A look at some of the best Jewish Stand-Up comics every week on the
Jewish Jokes Page, so take a listen as The Chairman brings you this
weeks Kosher laugh fest...
1. Hello...you have reached the office of the Board of Rabbis. If you are Orthodox, press 6-1-3; if you are Conservative, press 1 or 2; if you are Reform, press any button you like; if you are Reconstructionist, press all the buttons. (DING)
Please hold on while I transfer your call... Hello.
You have reached the Orthodox rabbi. The answer to your question is that it is forbidden by the Torah. If you wish to change your affiliation, press 18.
(DING) Hello: You have reached the Conservative rabbi. The answer to your question is that we have ruled that either answer is acceptable to some of us and neither answer is acceptable to all of us. We hope this has been helpful. If you wish to change your affiliation, press 18.
(DING) Hello. You have reached the Reform rabbi. The answer to your question is: if you want to, sure, why not? Who are we to say? If you wish to change your affiliation, press 18.

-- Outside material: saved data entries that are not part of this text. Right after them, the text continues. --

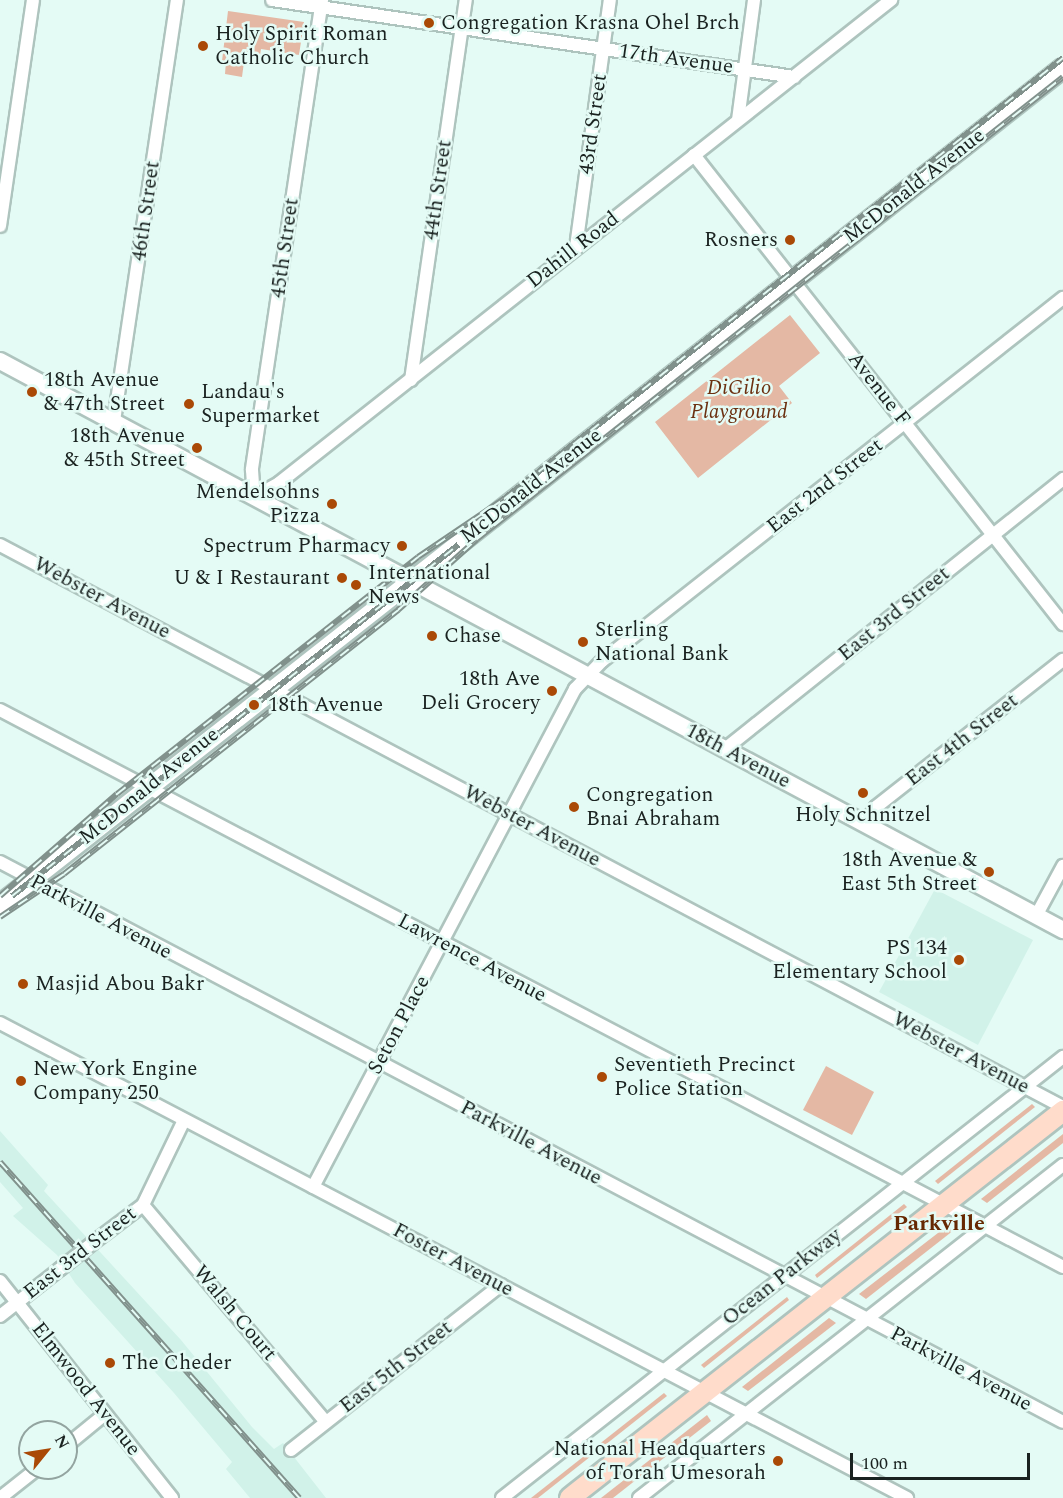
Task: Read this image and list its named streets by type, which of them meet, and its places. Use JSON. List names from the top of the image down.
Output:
{
  "streets": {
    "main road": ["McDonald Avenue", "Ocean Parkway"],
    "street": [
      "17th Avenue",
      "43rd Street",
      "44th Street",
      "46th Street",
      "45th Street",
      "Dahill Road",
      "Avenue F",
      "East 2nd Street",
      "Webster Avenue",
      "East 3rd Street",
      "East 4th Street",
      "18th Avenue",
      "Parkville Avenue",
      "Lawrence Avenue",
      "Seton Place",
      "Foster Avenue",
      "Walsh Court",
      "East 5th Street",
      "Elmwood Avenue"
    ]
  },
  "crossings": [
    ["17th Avenue", "43rd Street"],
    ["17th Avenue", "44th Street"],
    ["17th Avenue", "45th Street"],
    ["17th Avenue", "Dahill Road"],
    ["43rd Street", "Dahill Road"],
    ["McDonald Avenue", "Avenue F"],
    ["McDonald Avenue", "Webster Avenue"],
    ["McDonald Avenue", "18th Avenue"],
    ["McDonald Avenue", "Parkville Avenue"],
    ["McDonald Avenue", "Lawrence Avenue"],
    ["44th Street", "Dahill Road"],
    ["46th Street", "18th Avenue"],
    ["45th Street", "Dahill Road"],
    ["45th Street", "18th Avenue"],
    ["Dahill Road", "Avenue F"],
    ["Dahill Road", "18th Avenue"],
    ["Avenue F", "East 2nd Street"],
    ["Avenue F", "East 3rd Street"],
    ["East 2nd Street", "18th Avenue"],
    ["East 2nd Street", "Seton Place"],
    ["Webster Avenue", "Seton Place"],
    ["Webster Avenue", "Ocean Parkway"],
    ["East 3rd Street", "18th Avenue"],
    ["East 3rd Street", "Foster Avenue"],
    ["East 3rd Street", "Walsh Court"],
    ["East 3rd Street", "Elmwood Avenue"],
    ["East 4th Street", "18th Avenue"],
    ["18th Avenue", "Seton Place"],
    ["Parkville Avenue", "Seton Place"],
    ["Parkville Avenue", "Ocean Parkway"],
    ["Lawrence Avenue", "Seton Place"],
    ["Lawrence Avenue", "Ocean Parkway"],
    ["Seton Place", "Foster Avenue"],
    ["Foster Avenue", "Ocean Parkway"],
    ["Foster Avenue", "East 5th Street"],
    ["Walsh Court", "East 5th Street"]
  ],
  "districts": ["Parkville"],
  "parks": ["DiGilio Playground"],
  "places": [
    "Congregation Krasna Ohel Brch",
    "Holy Spirit Roman Catholic Church",
    "Rosners",
    "18th Avenue & 47th Street",
    "Landau's Supermarket",
    "18th Avenue & 45th Street",
    "Mendelsohns Pizza",
    "Spectrum Pharmacy",
    "U & I Restaurant",
    "International News",
    "Chase",
    "Sterling National Bank",
    "18th Ave Deli Grocery",
    "18th Avenue",
    "Holy Schnitzel",
    "Congregation Bnai Abraham",
    "18th Avenue & East 5th Street",
    "PS 134 Elementary School",
    "Masjid Abou Bakr",
    "Seventieth Precinct Police Station",
    "New York Engine Company 250",
    "The Cheder",
    "National Headquarters of Torah Umesorah"
  ],
  "scale_bar": "100 m",
  "north": "top right"
}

(DING) Hello. You have reached the Reconstructionis rabbi. The answer to your question presumes there is an answer to your question. However, my role is to empower you to answer your own question. To answer your own question, please hang up now.
(CLICK) 2. Hello. You have reached heaven. All of our angels are currently busy. If you know your party's extension, please enter it now. Please press 0 for an employee directory. Thank you for pressing 0 for the employee directory. If you know the first three letters of the deity you are calling, please enter them now...
(click, click, click). We're sorry, you have entered a non-working name. Please try again
(click, click, click). We're sorry; our system cannot accept G-O-D; please try G-D.
(cl-ck, cl-ck, cl-ck). Hello, this is G-D, I am either away from my desk, or temporarily out of heaven. Your call is important to Me, so at the sound of the harp, please leave your message; I already know your name and number. 3.
Hello. You have reached the offices of the Israeli government. Congratulations on having a telephone. If you are calling for Likud, press 1-9-7-7; if you are calling for Labor, press 1-9-9-3; if you are calling for one of the religious parties, please remember that they do not answer the phone on the Jewish Sabbath. If you are in favor of territorial compromise, press 1-9-6-7; if you are in favor of retaining all of the territories, press 1000 B-C-E; if you wish to speak to a civil servant, don't get your hopes up.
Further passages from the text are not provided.